Certaines entreprises industrielles seraient-elles de belles inconnues du monde politique ? Qu’il s’interroge, dans son quotidien, sur les produits et services qui ont élevé le niveau de confort, d’hygiène, de santé, d’éducation. Raconter la consommation à l’aune des marques créées depuis les années 1950, c’est raconter comment elles ont provoqué et accompagné les mutations de la société et la vie quotidienne. Et derrière les marques, il y a des hommes de l’imaginaire desquels ont surgi les produits nouveaux qui ont changé le monde ou du moins les manières de vivre.
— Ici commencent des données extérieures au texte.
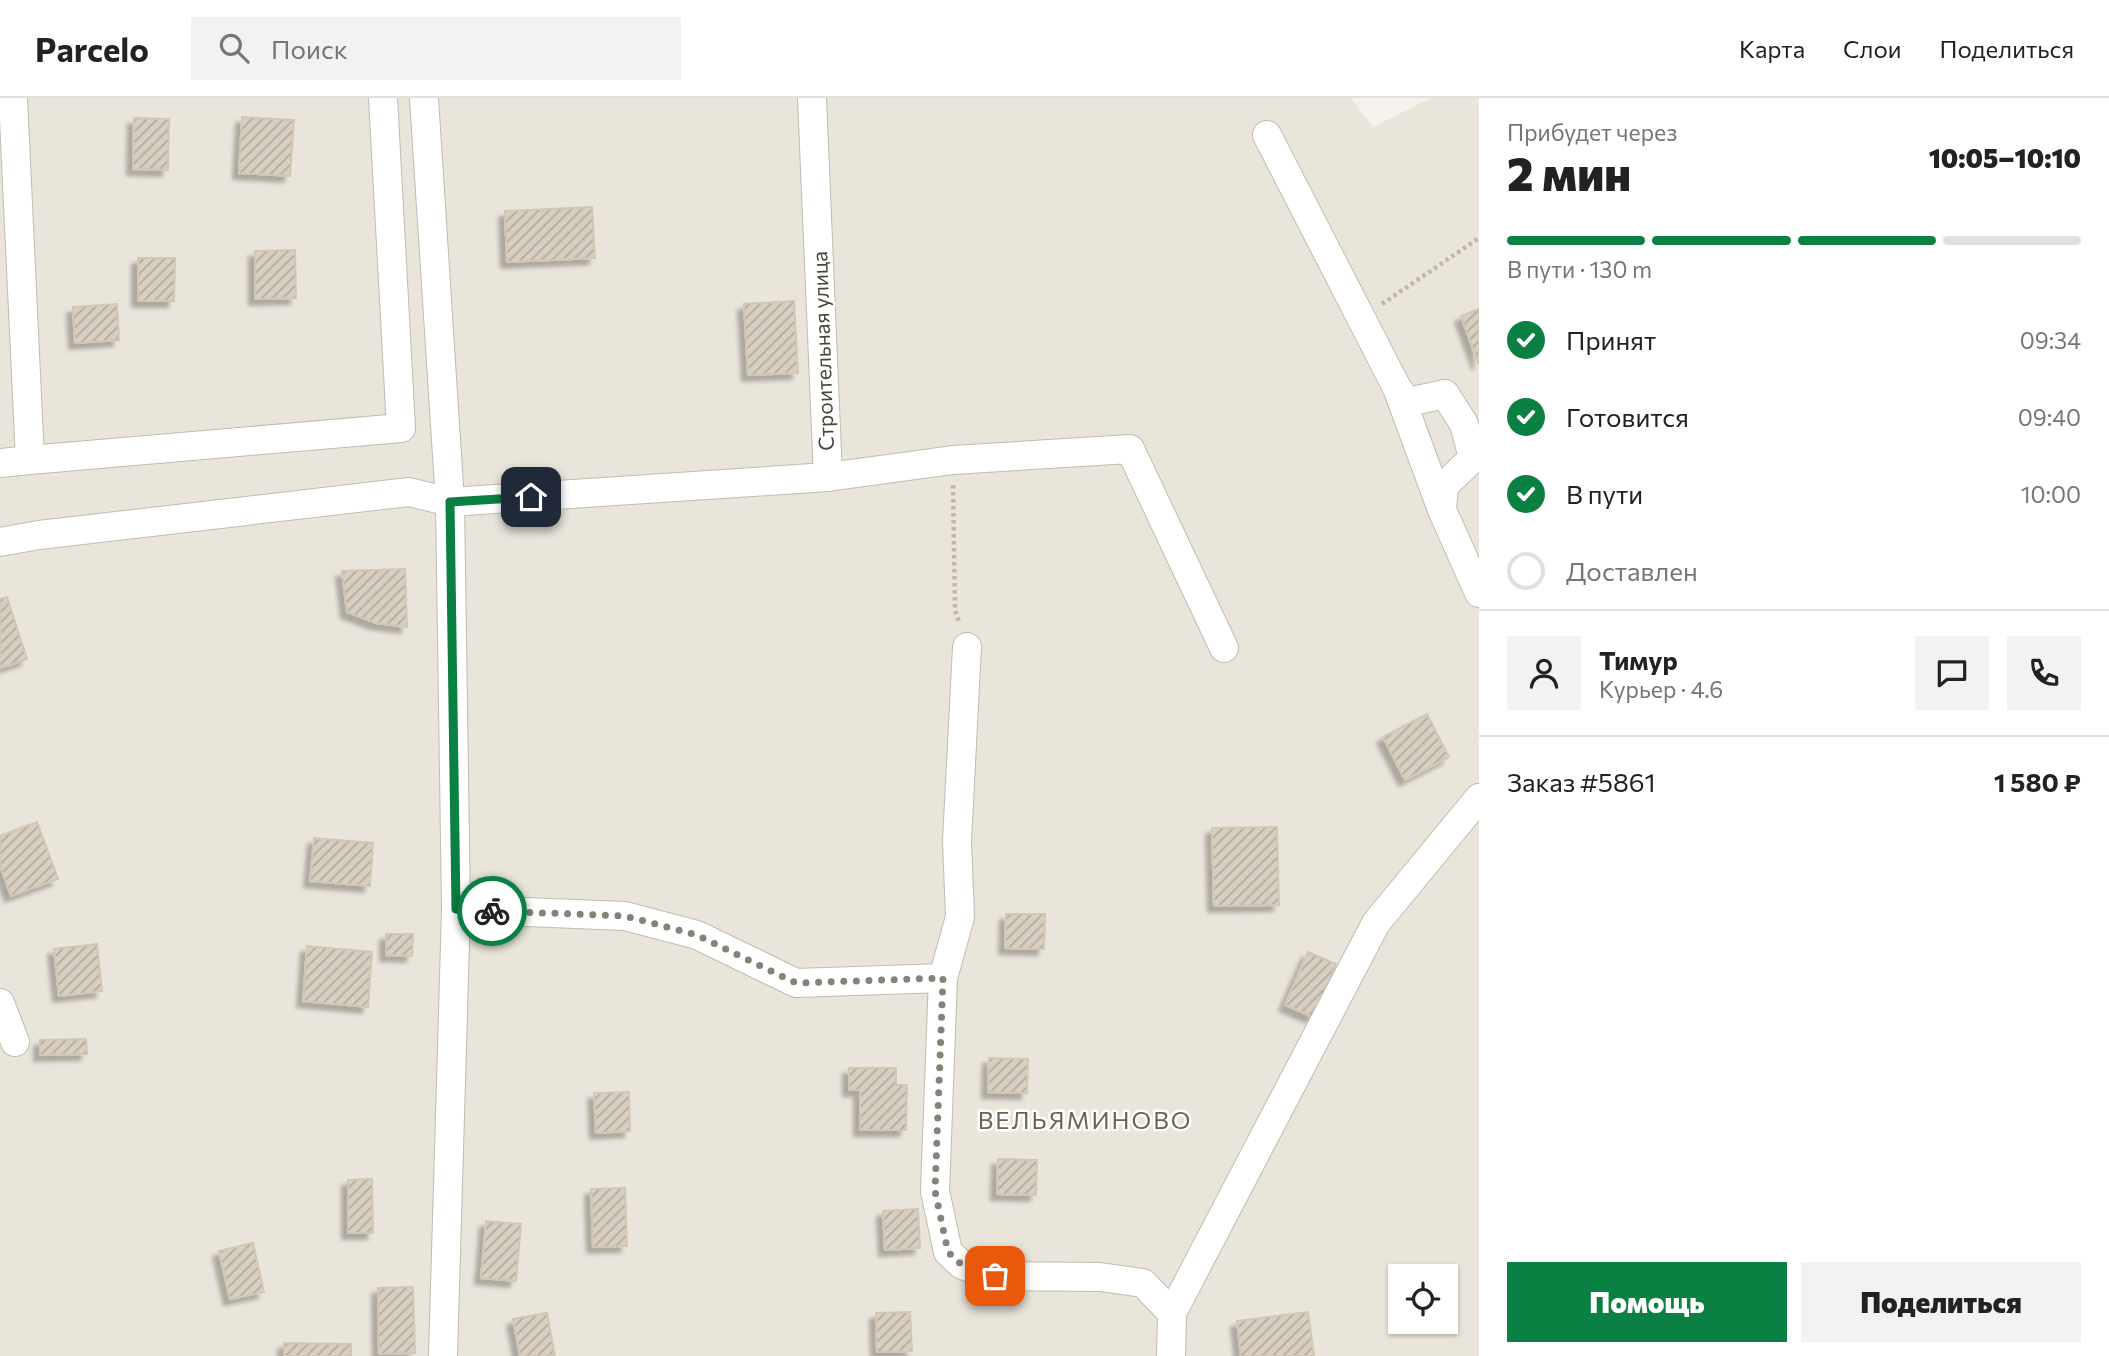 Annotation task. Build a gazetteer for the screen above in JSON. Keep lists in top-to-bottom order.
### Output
{
  "streets": {
    "street": ["Строительная улица"]
  },
  "districts": ["ВЕЛЬЯМИНОВО"],
  "page": {
    "header": "Parcelo",
    "search": "Поиск",
    "nav": ["Карта", "Слои", "Поделиться"],
    "heading": ["2 мин", "Прибудет через", "10:05–10:10"],
    "panel": [
      "Тимур",
      "Курьер · 4.6",
      "Заказ #5861",
      "1 580 ₽"
    ],
    "bar": "В пути · 130 m",
    "list": [
      ["Принят", "09:34"],
      ["Готовится", "09:40"],
      ["В пути", "10:00"],
      "Доставлен"
    ],
    "buttons": ["Помощь", "Поделиться"]
  }
} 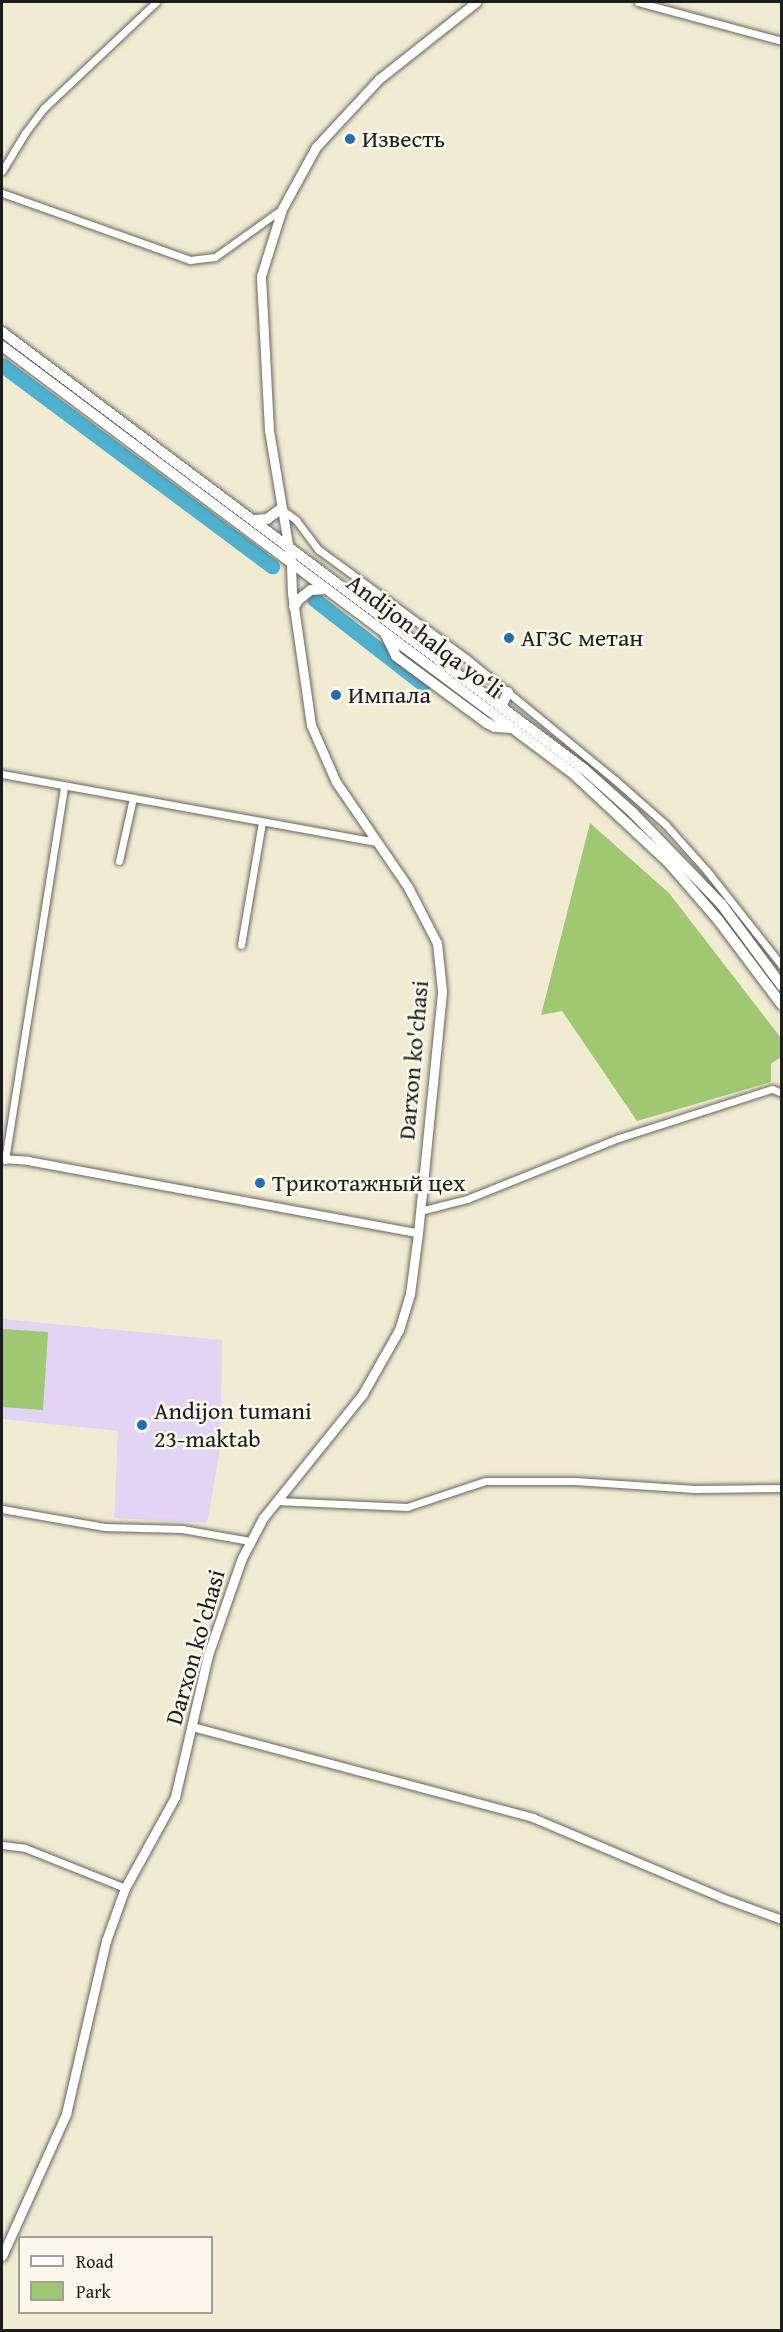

La croissance économique s’illustre par le développement de nouvelles activités aussi bien dans le secteur tertiaire que secondaire, créatrices ici de produits, là de services, mais tous « marqués ». Les années 1950 annoncent la fin des années noires, l’heure est à la société de consommation, le Club Med (1950) crée un concept de vacances révolutionnaire, Choco BN (1950) devient, avec Malabar (1958), le compagnon des écoliers, les adolescents mâchonneront Hollywood Chewing-gum (1952). Avec le libre-service, les grandes surfaces Leclerc (1953), Auchan (1961), Carrefour (1962), Intermarché (1973), couvrent progressivement la France. La libération du travail ménager commence dans la cuisine avec Cocotte-Minute (1948), les réfrigérateurs et les lave-linge Brandt (1950), le robot Marie de Moulinex (1957) et son slogan « MLF ou Moulinex libère la femme », la poêle Tefal qui n’attache pas (1956). Cette libération se traduit également à partir des années 1960 dans le domaine de l’hygiène corporelle avec Vania (1965), Nett (1970), Nana (1982), Always (1992), Libra (1995). Mais aussi dans les soins du corps et la quête de la beauté avec Biotherm (1952), Clarins (1954), Yves Rocher (1959), Elnett (1960), Head & Shoulders (1961), Narta (1969), Elseve (1972), Plénitude (1982)… Et pour les hommes Mennen (1970) puis Axe (1983), et avec L’Oréal Studio Line (1985) puis Men Expert (2004).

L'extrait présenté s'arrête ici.